COUNSEL by MARCUS VAN GEYZEL
Complex corporate and commercial transactions present headaches to the parties and their legal advisers in terms of the logistics of arranging the execution of the myriad documents involved. This is even more pronounced in transactions involving a large number of parties, or multinational signatories executing documents across different time zones.
To alleviate this, businessmen and lawyers have contributed to the evolution of “virtual closings”. Physical completion meetings have become non-essential and instead, signatories or their lawyers exchange scanned copies of signed execution pages via email. In some cases, execution pages of contracts are pre-signed by the parties, and attached to the contracts once terms have been agreed.
Virtual closings came under scrutiny in the UK in 2009 after a prominent case where doubts surfaced as to whether documents which were pre-signed and assembled at a later date constituted valid contracts. The UK business and legal community were concerned that the courts were regressing to a traditional approach to contract law which would stifle business transactions.
The debate resulted in a guidance note issued by the joint working party of The Law Society Company Law Committee and The City of London Law Society Company Law and Financial Committee. The practical tips in the guidance note eased concerns in relation to the validity of agreements concluded by virtual closings. While not binding law, adhering to the guidance would help avoid future disputes. The following is a brief list of some practical considerations for Malaysian businesses based on the guidance note and market practice.
Preliminary issues
The key to a successful virtual closing is proper planning. The parties should agree at a fairly early stage that a virtual closing will be used, and agree on a completion checklist setting out completion items and a timeline. The checklist will make clear how the signing, document exchange and completion will take place, including details of requirements for document delivery method and timing. The availability of signatories should be confirmed well in advance, particularly where different time zones are involved.
All signatories should ensure that they are able to sign at a particular time, and have access to scanning, faxing or emailing facilities. Necessary authorisations, board resolutions or powers of attorney should be put in place. It is also important to confirm the manner of execution required for different documents, such as by hand, affixation of common seal or other specific jurisdictional requirements. If required, the contract should also include a “counterparts” clause, enabling the creation of counterpart original documents which need not be combined into one complete signed version — though this is not possible for all documents, as some are required to be “physically whole” when executed.
Executing the documents
Ideally, final agreed versions of the documents should be emailed to all parties in pdf format. Each party would then print out the execution page, sign it and email a pdf of the signed signature page to their respective lawyers. The lawyers would then coordinate the exchange of signed execution pages among themselves based on the closing checklist. However, this may not always be possible.
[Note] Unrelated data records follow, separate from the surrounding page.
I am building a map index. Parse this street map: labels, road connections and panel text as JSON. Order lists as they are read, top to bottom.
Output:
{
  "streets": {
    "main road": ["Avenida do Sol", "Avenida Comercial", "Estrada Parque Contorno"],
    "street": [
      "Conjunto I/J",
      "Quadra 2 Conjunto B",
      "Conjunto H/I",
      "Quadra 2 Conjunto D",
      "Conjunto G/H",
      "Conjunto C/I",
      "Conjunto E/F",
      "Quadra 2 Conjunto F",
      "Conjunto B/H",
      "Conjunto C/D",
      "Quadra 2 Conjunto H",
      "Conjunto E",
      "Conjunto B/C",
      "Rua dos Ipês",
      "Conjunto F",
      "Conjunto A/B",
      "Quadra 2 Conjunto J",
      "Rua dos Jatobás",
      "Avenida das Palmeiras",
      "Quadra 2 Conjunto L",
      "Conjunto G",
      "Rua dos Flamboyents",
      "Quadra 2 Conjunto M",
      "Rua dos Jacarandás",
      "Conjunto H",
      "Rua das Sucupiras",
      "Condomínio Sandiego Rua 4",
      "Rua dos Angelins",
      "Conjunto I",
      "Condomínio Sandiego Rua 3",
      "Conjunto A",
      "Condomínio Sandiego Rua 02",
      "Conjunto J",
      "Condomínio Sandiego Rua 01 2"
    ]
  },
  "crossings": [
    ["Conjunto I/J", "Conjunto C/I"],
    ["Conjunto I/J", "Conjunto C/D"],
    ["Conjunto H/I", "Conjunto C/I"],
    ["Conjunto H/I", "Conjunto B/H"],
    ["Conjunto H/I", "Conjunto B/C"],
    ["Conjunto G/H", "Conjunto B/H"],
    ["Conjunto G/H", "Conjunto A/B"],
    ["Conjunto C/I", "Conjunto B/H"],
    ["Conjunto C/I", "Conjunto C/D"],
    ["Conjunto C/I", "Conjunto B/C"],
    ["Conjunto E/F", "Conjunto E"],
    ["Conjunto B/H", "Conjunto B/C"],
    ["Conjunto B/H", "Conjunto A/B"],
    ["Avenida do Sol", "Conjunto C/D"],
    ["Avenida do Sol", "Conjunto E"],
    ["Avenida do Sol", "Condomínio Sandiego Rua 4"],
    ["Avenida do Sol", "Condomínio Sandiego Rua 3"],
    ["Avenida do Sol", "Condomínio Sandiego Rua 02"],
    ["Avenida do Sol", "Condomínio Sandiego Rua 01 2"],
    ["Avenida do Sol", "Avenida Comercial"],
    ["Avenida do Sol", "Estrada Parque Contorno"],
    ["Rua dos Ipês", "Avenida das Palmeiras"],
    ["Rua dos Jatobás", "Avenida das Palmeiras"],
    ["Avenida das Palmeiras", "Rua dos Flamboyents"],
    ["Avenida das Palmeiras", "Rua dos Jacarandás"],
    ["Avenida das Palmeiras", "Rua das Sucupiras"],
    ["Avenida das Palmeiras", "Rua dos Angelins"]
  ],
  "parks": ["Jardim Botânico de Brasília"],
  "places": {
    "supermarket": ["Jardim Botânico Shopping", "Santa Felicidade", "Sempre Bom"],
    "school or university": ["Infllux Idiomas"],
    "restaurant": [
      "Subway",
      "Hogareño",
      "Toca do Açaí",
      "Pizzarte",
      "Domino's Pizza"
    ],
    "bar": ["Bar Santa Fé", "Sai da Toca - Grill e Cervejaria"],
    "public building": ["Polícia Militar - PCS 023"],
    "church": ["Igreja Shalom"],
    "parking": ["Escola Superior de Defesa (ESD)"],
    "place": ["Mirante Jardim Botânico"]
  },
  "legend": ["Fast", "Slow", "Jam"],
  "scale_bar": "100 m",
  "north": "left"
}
For example, a party may not be available to sign documents at the agreed closing date or time, for whatever reason. In such cases, the execution pages should be agreed beforehand and circulated by email in pdf format. The unavailable party would then sign the execution page, and email or courier it to his lawyer. At this time, the contents of the document are still under negotiation. The lawyer would be authorised to hold the signed execution page and release it accordingly — whether by email circulation to the other parties, or by attaching it to the final document.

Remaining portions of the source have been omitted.